Quote from: Stargate525Well, then how does YOUR system control when you get knocked out/dead? Any system that isn't arbitrary will have the first side effect, simply because it uses numbers. The second problem also occurs with a numeric system. However, getting 'stabbed in the tummy with a dagger,' while bringing you the same distance to unconsciousness as three solid punches, will most likely impose a far more significant penalty.

Basically, in this system, you'll want to take several smaller wounds than one large one.

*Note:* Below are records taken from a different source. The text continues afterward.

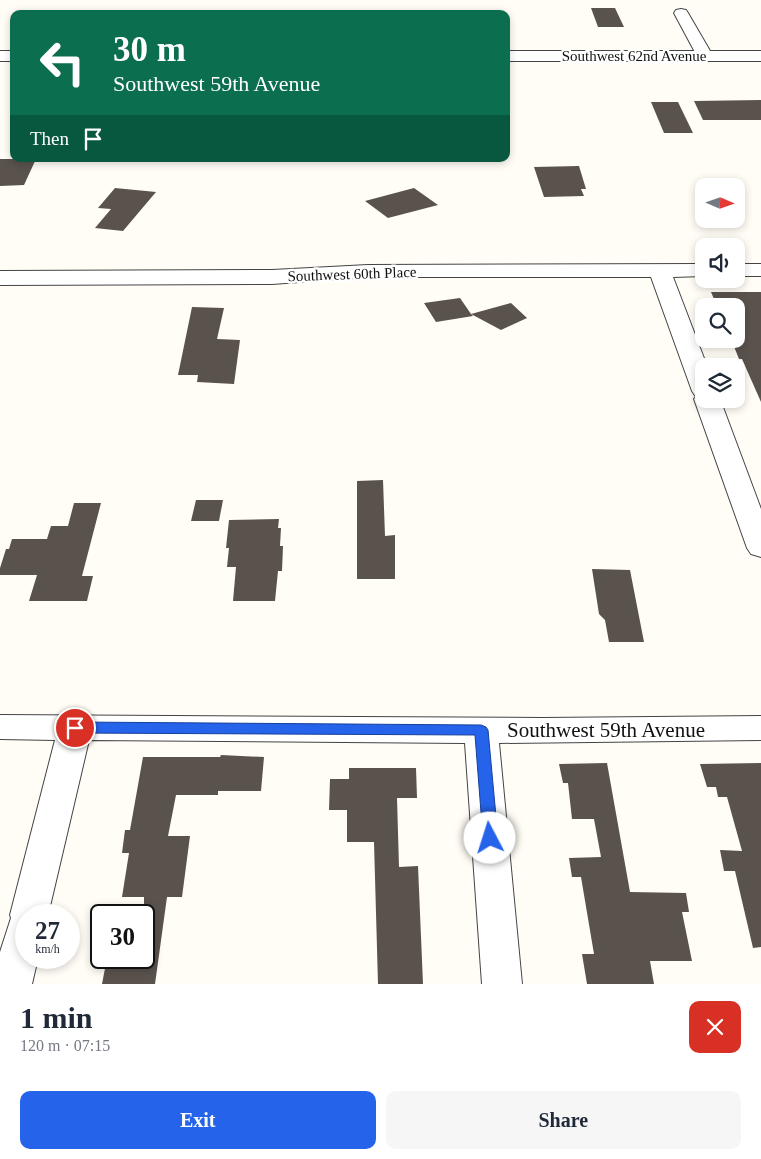 <!DOCTYPE html>
<html lang="en">
<head>
<meta charset="utf-8">
<style>
	:root { --surface:#fff; --page:#f6f6f7; --text:#1f2937; --muted:#747a83; --accent:#2563eb }
	body { margin:0; font-family:Georgia,serif; background:var(--page); color:var(--text); height:100vh; display:flex; flex-direction:column; font-size:19px; white-space:nowrap }
	* { box-sizing:border-box; margin:0 }
	p { font-size:16px; color:var(--muted) }
	.icon { flex:none; width:28px; height:28px; fill:none; stroke:currentColor; stroke-width:2; stroke-linecap:round; stroke-linejoin:round }
	.map { position:relative; height:984px; overflow:hidden }
	.side { display:flex; flex-direction:column; background:var(--surface); flex:1 }
	.side>* { flex:none }
	.guide { position:absolute; left:10px; top:10px; width:500px; height:152px; border-radius:10px; box-shadow:0 2px 8px #0003; background:#0b6e4f; color:#fff; overflow:hidden }
	.needle { width:32px; rotate:92deg }
	.controls { position:absolute; left:695px; top:178px; display:grid; gap:10px }
	.controls a { display:grid; place-items:center; width:50px; height:50px; border-radius:10px; background:var(--surface); box-shadow:0 2px 8px #0003; font-size:25px }
	.speed { position:absolute; left:15px; top:904px; display:flex; gap:10px; font-size:25px; font-weight:700; text-align:center }
	.speed>* { display:grid; place-content:center; width:65px; height:65px; border-radius:50%; background:var(--surface); box-shadow:0 2px 8px #0003; line-height:1 }
	.speed small { font-size:12px; font-weight:400 }
	.speed .limit { border:2px solid #111; border-radius:8px; background:#fff; color:#111 }
	.pin { position:absolute; display:grid; place-items:center; width:42px; height:42px; color:#fff; margin:-21px; border:2px solid #fff; border-radius:50%; box-shadow:0 1px 5px #0007 }
	.me { position:absolute; width:55px; margin:-28px; rotate:355deg; stroke-linejoin:round; filter:drop-shadow(0 0 4px #0008) }
	.turn { display:flex; align-items:center; gap:18px; height:105px; padding:0 20px; font-size:22px }
	.turn .icon { width:65px; height:65px; stroke-width:2.5 }
	.turn b { display:block; font-size:35px; line-height:42px }
	.then { display:flex; align-items:center; height:48px; padding:0 20px; background:#0003; gap:10px; font-size:19px }
	.round { display:grid; place-items:center; flex:none; width:52px; height:52px; border-radius:10px; background:var(--page) }
	.overview { display:flex; align-items:center; justify-content:space-between; height:85px; padding:0 20px }
	h1 { font-size:30px; font-weight:600; line-height:38px }
	.primary-button { display:flex; gap:10px; margin-top:auto; padding:10px 20px }
	.primary-button a { flex:1; height:58px; border-radius:10px; background:var(--accent); color:#fff; font-size:20px; font-weight:600; line-height:58px; text-align:center }
	.primary-button a+a { background:var(--page); color:var(--text) }
	.map>svg:first-child { display:block }
</style>
</head>
<body>
<div class="map">
<svg width="761" height="984" viewBox="0 0 761 984">
	<rect width="100%" height="100%" fill="#fffdf5"/>
	<g fill="#5a524d">
		<path d="M 591,8 L 615,8 L 624,27 L 598,27 Z"/>
		<path d="M 761,100 L 761,120 L 703,120 L 694,101 Z"/>
		<path d="M 651,102 L 678,102 L 693,133 L 664,133 Z"/>
		<path d="M 0,159 L 36,159 L 24,185 L 0,186 Z"/>
		<path d="M 579,166 L 586,189 L 581,189 L 584,196 L 544,197 L 534,167 Z"/>
		<path d="M 115,188 L 156,192 L 123,231 L 95,228 L 111,209 L 98,208 Z"/>
		<path d="M 414,188 L 438,205 L 388,218 L 365,201 Z"/>
		<path d="M 711,292 L 761,292 L 761,402 L 742,359 L 739,359 L 731,339 L 736,339 L 736,306 L 717,306 Z"/>
		<path d="M 460,298 L 471,314 L 511,303 L 527,318 L 501,330 L 471,314 L 473,316 L 436,322 L 424,303 Z"/>
		<path d="M 192,307 L 224,308 L 217,339 L 240,340 L 234,384 L 197,382 L 198,375 L 178,375 Z"/>
		<path d="M 383,480 L 385,536 L 395,535 L 395,579 L 357,579 L 357,481 Z"/>
		<path d="M 196,500 L 223,500 L 219,521 L 191,521 Z"/>
		<path d="M 74,503 L 101,503 L 82,576 L 93,576 L 87,601 L 29,601 L 37,575 L 0,575 L 0,568 L 6,549 L 9,549 L 12,539 L 47,539 L 51,526 L 68,526 Z"/>
		<path d="M 279,519 L 278,528 L 281,528 L 280,546 L 283,546 L 282,571 L 278,571 L 275,601 L 233,601 L 236,567 L 227,567 L 229,548 L 226,548 L 229,520 Z"/>
		<path d="M 592,569 L 630,570 L 644,642 L 609,642 L 605,620 L 599,614 Z"/>
		<path d="M 221,755 L 264,757 L 261,791 L 218,791 L 218,795 L 176,795 L 168,836 L 190,836 L 182,897 L 167,897 L 155,984 L 102,984 L 107,958 L 144,958 L 144,897 L 122,897 L 129,853 L 122,853 L 125,830 L 130,830 L 143,757 L 220,757 Z"/>
		<path d="M 607,763 L 630,892 L 686,893 L 689,912 L 682,912 L 692,961 L 650,961 L 654,984 L 587,984 L 582,954 L 594,954 L 581,877 L 572,877 L 569,858 L 601,857 L 594,819 L 572,819 L 568,783 L 563,783 L 559,764 Z"/>
		<path d="M 761,763 L 761,947 L 753,948 L 735,871 L 724,871 L 720,850 L 742,851 L 727,797 L 718,797 L 716,787 L 707,787 L 700,764 Z"/>
		<path d="M 349,768 L 416,768 L 417,798 L 397,798 L 399,867 L 418,866 L 423,984 L 378,984 L 374,842 L 347,842 L 347,810 L 329,810 L 330,779 L 349,779 Z"/>
	</g>
	<g fill="none" stroke-linecap="round" stroke-linejoin="round">
		<defs>
			<g id="minor">
				<path d="M 681,9 L 686,10 L 688,13 L 713,56 L 711,59 L 699,59 L 697,56 L 674,13 L 676,10 Z"/>
				<path d="M 704,264 L 704,276 L 673,277 L 707,366 L 704,366 L 704,399 L 720,399 L 761,509 L 761,557 L 751,554 L 747,548 L 694,399 L 696,397 L 692,391 L 651,277 L 368,277 L 272,284 L 0,285 L 0,271 L 272,270 L 368,265 Z"/>
				<rect x="736" y="264" width="25" height="12"/>
				<path d="M 0,715 L 543,718 L 761,716 L 761,740 L 499,743 L 522,984 L 482,984 L 465,743 L 89,740 L 48,915 L 26,915 L 26,958 L 38,958 L 32,984 L 0,984 L 0,952 L 11,918 L 10,915 L 55,740 L 0,739 Z"/>
			</g>
			<g id="tertiary">
				<rect x="0" y="51" width="14" height="10"/>
				<rect x="506" y="51" width="255" height="10"/>
			</g>
		</defs>
		<use href="#minor" stroke="#444" stroke-width="2"/>
		<use href="#tertiary" stroke="#444" stroke-width="2"/>
		<use href="#minor" fill="#fff" fill-rule="evenodd"/>
		<use href="#tertiary" fill="#fff" fill-rule="evenodd"/>
	</g>
	<path fill="#2563eb" stroke="#184099" d="M 75,722 L 481,725 L 486,727 L 488,730 L 498,838 L 495,842 L 490,844 L 485,842 L 483,838 L 475,735 L 75,733 L 70,731 L 68,728 L 70,724 Z"/>
	<g text-anchor="middle" dominant-baseline="central" stroke-width="5" stroke-linejoin="round" paint-order="stroke">
		<g font-size="15" fill="#111" stroke="#fff">
			<text x="634" y="56">Southwest 62nd Avenue</text>
			<text transform="translate(352 274) rotate(-2)">Southwest 60th Place</text>
		</g>
		<g font-size="21" fill="#111" stroke="#fff">
			<text x="606" y="730">Southwest 59th Avenue</text>
		</g>
	</g>
</svg>
<div class="controls">
<a><svg class="needle" viewBox="-14 -14 28 28"><path d="M0-13l5 13h-10z" fill="#e53935"/><path d="M0 13l5-13h-10z" fill="#747a83"/></svg></a>
<a><svg class="icon" aria-label="sound" viewBox="0 0 24 24"><path d="M4 9h4l5-4v14l-5-4H4zM17 9q2 3 0 6"/></svg></a>
<a><svg class="icon" aria-label="search" viewBox="0 0 24 24"><circle cx="10" cy="10" r="6"/><path d="M15 15l6 6"/></svg></a>
<a><svg class="icon" aria-label="layers" viewBox="0 0 24 24"><path d="M12 4l9 5-9 5-9-5zM3 14l9 5 9-5"/></svg></a>
</div>
<div class="speed"><div>27<small>km/h</small></div><div class="limit">30</div></div>
<div class="pin" style="left:75px;top:728px;background:#d93025"><svg class="icon" aria-label="arrive" viewBox="0 0 24 24"><path d="M6 21V4h12l-3 4 3 4H6"/></svg></div>
<svg class="me" style="left:490px;top:838px" viewBox="-20 -20 40 40"><circle r="19" fill="#fff"/><path d="M0-13L10 11 0 6-10 11z" fill="#2563eb"/></svg>
<div class="guide">
<div class="turn"><svg class="icon" aria-label="left" viewBox="0 0 24 24"><path d="M17 20v-9H6M10 6l-5 5 5 5"/></svg><div><b>30 m</b>Southwest 59th Avenue</div></div>
<div class="then">Then<svg class="icon" aria-label="arrive" viewBox="0 0 24 24"><path d="M6 21V4h12l-3 4 3 4H6"/></svg></div>
</div>
</div>
<section class="side">
<div class="overview"><div><h1>1 min</h1><p>120 m · 07:15</p></div><a class="round" style="background:#d93025;color:#fff"><svg class="icon" aria-label="close" viewBox="0 0 24 24"><path d="M6 6l12 12M18 6L6 18"/></svg></a></div>
<div class="primary-button"><a>Exit</a><a>Share</a></div>
</section>
</body>
</html>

I was thinking along the lines of something similar to this from that thread:
Quote from:  EDR < 2*DT: target suffers moderate wound
- 2*DT <= EDR < 3*DT: target suffers serious wound
- 3*DT <= EDR: target suffers critical wound
#3: Apply appropriate wound penalties:
- light wound: cumulative -1 penalty per wound to all checks
- moderate wound: cumulative -2 penalty per wound to all checks, Will save against DC = EDR or become sickened for 1 minute
- serious wound: cumulative -4 penalty per wound to all checks, Will save against DC = EDR or become nauseated for 1 minute
- critical wound: cumulative -8 penalty per wound to all checks, Fort save against DC = EDR or become dying, Will save against DC = EDR or fall unconscious for 1 hour[/quote
I know there are some problems associated with such a system as well, but I think it would work out rather nicely and provide a much more "realistic" and less abstract (because inherently more understandable) system than HP.